Not In Town | @notintownlive | 14 Mar 2021, 12:29 pm
Image credits: Turkey Tourism and Wikimedia Commons
When we think of Turkish sweets, the two most common names that come to our mind are Turkish delight and baklava. However, there are plenty of other desserts that come from different parts of Turkey and are extremely popular amongst locals & tourists. If you are a foodie and travelling to Turkey then it is imperative that you try these traditional sweets.
The most common dessert after a meal is fresh seasonal fruit. From cherries and apricots in spring to peaches, watermelons and melons in summers, Turkey is truly a fruit bowl. One can savor all kinds of grapes ripen in late summer, followed by green and purple figs, plums, apples, pears and quince. Oranges, tangerines, and bananas are among the winter fruits. For most of the spring and summer, fruit is eaten fresh. Later, it may be used fresh or dried, in compotes, or made into jams and preserves.

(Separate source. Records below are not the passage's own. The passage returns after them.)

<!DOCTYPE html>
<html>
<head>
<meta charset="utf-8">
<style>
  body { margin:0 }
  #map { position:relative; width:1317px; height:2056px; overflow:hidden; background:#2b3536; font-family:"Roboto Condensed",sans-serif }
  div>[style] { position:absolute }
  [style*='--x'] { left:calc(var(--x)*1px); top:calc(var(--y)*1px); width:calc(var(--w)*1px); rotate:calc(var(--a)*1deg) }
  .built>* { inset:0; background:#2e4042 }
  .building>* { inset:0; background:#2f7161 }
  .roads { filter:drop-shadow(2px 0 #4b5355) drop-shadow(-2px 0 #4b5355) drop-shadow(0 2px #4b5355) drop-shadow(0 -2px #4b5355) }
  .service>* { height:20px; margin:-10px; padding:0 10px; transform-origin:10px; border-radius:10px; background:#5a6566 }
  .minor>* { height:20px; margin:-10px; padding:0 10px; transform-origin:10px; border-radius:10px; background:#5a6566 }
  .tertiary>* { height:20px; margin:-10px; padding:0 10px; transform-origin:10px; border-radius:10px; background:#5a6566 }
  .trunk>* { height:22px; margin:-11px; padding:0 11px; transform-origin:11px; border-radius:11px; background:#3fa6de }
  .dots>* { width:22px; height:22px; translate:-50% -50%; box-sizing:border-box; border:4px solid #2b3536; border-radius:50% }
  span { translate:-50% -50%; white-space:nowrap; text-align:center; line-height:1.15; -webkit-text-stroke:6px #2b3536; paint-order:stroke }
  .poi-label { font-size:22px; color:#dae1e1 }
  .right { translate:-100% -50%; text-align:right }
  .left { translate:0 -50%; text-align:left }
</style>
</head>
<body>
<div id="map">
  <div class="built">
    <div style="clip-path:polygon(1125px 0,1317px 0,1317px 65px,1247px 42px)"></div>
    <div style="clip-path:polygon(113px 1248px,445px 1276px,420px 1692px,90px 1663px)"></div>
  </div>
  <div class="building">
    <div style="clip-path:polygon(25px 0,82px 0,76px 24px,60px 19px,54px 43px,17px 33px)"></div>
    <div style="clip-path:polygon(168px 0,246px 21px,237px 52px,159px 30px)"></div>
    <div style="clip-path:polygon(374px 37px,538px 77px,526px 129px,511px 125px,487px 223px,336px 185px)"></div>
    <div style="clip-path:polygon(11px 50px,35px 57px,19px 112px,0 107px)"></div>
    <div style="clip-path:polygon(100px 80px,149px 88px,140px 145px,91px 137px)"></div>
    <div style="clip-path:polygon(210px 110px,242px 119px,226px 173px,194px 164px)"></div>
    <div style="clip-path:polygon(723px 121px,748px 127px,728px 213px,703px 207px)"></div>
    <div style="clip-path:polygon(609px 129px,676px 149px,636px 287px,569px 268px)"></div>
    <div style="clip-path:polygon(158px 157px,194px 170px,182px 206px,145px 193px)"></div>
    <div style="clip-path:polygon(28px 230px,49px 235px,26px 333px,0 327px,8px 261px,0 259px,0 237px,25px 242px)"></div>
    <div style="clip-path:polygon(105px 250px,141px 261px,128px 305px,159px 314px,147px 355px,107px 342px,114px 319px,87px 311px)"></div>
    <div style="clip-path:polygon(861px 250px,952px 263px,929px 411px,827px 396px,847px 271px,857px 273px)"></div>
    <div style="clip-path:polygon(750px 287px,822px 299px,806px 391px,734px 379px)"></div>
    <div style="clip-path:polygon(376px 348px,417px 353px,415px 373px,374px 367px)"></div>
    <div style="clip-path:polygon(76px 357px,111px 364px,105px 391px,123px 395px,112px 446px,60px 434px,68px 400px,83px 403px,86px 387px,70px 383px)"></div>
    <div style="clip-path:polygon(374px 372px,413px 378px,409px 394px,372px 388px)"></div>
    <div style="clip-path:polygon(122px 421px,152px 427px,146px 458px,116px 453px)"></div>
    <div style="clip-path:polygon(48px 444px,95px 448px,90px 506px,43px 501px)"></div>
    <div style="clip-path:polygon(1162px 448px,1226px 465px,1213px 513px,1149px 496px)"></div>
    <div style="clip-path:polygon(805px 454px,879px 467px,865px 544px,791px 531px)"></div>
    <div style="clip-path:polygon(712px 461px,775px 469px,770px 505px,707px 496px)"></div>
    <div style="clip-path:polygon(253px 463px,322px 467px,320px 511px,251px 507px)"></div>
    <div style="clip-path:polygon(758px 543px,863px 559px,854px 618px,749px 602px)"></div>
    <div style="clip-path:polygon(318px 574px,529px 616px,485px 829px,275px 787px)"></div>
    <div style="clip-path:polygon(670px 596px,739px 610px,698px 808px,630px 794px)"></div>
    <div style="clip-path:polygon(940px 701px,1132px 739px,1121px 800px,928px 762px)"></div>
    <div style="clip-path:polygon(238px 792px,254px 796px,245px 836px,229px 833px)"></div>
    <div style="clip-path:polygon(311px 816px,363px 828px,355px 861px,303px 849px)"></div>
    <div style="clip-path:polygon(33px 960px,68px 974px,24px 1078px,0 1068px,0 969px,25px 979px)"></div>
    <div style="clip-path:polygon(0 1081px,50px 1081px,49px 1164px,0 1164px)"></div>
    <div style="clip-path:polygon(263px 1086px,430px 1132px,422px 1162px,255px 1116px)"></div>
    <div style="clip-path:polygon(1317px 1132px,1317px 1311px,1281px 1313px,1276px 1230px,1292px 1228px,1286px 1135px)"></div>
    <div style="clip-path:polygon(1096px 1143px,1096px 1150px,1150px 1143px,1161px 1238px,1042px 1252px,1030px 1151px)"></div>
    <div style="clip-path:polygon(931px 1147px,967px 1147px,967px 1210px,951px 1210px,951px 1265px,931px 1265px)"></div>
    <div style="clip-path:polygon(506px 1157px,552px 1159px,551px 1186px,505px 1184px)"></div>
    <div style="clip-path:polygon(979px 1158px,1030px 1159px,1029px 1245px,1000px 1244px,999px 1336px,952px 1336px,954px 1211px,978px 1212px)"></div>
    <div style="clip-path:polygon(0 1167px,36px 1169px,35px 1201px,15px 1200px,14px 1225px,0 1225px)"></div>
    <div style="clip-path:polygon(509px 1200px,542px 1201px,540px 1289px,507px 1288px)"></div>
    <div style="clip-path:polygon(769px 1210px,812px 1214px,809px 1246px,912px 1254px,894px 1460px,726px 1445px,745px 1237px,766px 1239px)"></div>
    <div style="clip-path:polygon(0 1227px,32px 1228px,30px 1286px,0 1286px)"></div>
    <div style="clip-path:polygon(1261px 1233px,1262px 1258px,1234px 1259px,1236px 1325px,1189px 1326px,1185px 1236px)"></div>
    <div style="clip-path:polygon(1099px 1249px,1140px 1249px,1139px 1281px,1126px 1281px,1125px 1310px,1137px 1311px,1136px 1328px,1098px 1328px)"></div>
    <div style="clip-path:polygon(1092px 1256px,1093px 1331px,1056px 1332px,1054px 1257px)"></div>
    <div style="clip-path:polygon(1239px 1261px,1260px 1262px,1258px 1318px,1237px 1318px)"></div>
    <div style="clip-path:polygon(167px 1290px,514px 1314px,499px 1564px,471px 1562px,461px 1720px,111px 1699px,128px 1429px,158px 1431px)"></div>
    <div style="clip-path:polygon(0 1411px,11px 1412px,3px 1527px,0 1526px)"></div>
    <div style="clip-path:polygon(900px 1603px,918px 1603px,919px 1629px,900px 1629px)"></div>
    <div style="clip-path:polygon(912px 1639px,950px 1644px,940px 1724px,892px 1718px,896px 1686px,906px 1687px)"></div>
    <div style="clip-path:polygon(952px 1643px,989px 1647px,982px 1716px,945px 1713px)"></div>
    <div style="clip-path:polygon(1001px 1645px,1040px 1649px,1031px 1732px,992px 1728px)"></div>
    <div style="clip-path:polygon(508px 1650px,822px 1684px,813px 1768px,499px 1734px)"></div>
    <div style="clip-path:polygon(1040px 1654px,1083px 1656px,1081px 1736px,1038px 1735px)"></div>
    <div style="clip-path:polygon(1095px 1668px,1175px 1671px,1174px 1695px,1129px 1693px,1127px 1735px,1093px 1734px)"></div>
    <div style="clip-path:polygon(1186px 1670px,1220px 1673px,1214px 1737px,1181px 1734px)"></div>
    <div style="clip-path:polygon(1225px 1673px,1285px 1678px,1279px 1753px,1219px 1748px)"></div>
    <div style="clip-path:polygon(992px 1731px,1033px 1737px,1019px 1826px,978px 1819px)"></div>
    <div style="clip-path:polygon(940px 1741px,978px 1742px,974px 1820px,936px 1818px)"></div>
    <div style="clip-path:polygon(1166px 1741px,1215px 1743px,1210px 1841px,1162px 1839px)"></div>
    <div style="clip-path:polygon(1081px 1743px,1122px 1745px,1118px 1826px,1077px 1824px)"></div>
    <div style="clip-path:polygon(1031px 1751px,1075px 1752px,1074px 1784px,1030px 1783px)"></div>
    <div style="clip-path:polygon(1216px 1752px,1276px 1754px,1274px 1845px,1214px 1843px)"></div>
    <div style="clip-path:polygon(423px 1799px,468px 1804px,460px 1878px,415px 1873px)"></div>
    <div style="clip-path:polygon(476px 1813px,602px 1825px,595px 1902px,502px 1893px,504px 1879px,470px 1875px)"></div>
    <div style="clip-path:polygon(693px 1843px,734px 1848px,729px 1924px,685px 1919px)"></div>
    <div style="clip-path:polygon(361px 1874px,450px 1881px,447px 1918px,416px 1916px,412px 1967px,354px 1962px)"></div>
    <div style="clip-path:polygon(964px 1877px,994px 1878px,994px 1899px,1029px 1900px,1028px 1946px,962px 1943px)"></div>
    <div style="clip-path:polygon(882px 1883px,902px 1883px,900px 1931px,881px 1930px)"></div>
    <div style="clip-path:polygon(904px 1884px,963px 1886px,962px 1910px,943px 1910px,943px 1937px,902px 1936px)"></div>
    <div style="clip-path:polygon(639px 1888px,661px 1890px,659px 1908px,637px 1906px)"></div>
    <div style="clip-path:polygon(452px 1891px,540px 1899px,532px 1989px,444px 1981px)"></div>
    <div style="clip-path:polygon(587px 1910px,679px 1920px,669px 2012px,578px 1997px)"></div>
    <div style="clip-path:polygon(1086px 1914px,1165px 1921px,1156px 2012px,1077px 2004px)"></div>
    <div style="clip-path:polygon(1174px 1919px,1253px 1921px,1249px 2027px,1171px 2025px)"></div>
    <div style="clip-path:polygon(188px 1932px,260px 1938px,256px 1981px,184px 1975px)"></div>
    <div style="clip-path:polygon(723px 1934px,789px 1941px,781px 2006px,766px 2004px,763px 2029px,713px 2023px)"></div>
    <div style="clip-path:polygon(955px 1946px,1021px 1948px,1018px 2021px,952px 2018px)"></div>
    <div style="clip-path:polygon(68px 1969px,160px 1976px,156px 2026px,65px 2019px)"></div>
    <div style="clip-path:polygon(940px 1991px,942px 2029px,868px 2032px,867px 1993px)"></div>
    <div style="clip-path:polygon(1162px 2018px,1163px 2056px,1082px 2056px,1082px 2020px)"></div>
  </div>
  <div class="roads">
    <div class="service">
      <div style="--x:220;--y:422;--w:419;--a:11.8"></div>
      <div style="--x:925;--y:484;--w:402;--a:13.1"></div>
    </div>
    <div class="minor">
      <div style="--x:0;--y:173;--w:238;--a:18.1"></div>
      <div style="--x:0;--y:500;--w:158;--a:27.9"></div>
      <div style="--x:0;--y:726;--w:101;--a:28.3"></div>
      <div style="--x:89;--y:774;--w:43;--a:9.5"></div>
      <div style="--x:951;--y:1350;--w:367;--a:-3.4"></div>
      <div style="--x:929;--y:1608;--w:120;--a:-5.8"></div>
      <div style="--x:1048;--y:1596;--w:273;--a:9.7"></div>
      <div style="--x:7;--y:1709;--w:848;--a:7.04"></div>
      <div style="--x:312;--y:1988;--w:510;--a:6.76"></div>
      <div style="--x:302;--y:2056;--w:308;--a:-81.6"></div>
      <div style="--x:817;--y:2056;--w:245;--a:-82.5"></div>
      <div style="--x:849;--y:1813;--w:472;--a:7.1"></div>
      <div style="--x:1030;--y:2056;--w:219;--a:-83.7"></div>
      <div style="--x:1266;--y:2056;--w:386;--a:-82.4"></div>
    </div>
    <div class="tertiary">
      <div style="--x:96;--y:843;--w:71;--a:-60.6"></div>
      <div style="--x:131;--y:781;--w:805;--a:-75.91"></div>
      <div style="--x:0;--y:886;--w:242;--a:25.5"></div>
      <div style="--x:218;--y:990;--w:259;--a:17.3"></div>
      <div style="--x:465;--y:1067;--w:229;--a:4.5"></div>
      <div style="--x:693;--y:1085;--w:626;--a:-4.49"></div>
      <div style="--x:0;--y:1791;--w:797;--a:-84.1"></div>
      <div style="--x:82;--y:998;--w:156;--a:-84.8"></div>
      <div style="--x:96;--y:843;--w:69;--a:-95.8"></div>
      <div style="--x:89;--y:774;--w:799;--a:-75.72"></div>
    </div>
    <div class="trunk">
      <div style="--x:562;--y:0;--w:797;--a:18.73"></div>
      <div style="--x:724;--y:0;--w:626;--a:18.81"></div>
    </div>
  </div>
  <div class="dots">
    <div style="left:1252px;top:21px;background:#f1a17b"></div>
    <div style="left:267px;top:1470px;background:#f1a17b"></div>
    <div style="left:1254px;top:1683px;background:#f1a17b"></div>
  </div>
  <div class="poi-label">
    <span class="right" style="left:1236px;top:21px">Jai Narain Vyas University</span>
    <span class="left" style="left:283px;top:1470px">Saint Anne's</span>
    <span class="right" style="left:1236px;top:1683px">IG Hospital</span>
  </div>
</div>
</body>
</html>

The milk desserts include a variety of puddings, ranging from the very light and subtle rosewater variety to the milk pudding laced with strands of chicken breast. The Turkish milk desserts are very popular and widely consumed. Imagine guilt-free puddings made with starch and rice flour, and originally without any eggs or butter. When the occasion calls for even a lighter dessert, the milk can also be omitted; instead, the pudding may be flavored with citrus fruits, such as lemons or oranges
Grain-based desserts include baked pastries, fried yeast-dough pastries and the pan-sautéed desserts. The baked pastries can also be referred to as the baklava family. These are paper-thin pastry sheets that are brushed with butter and folded, layered, or rolled after being filled with ground pistachios, walnuts or heavy cream, and then baked, after which syrup is poured over them. The various types, such as the sultan, the nightingale's nest, or the twisted turban differ according to the amount and placement of nuts, size and shape of the individual pieces, and the dryness of the final product.
The "lokma" family is made by frying soft pieces of yeast dough in oil and dipping them in syrup. Lady's lips, lady's navel, and vizier finger are fine examples.
Very much like Indian halwa, Turkish Helva is made by pan-sautéing flour or semolina and pine nuts in butter before adding sugar and milk or water, then briefly cooking until these are absorbed. The preparation of helva is conducive to communal cooking. People are invited for "helva conversations" to pass the long winter nights. The more familiar tahini helva is sold in blocks at corner grocery shops.
Another dessert that worth mentioning is "Ekmek Kadayifi", a piece of special bread cooked in syrup, topped with lots of walnuts and heavy cream. This is possibly the queen of all desserts, so plan to taste it.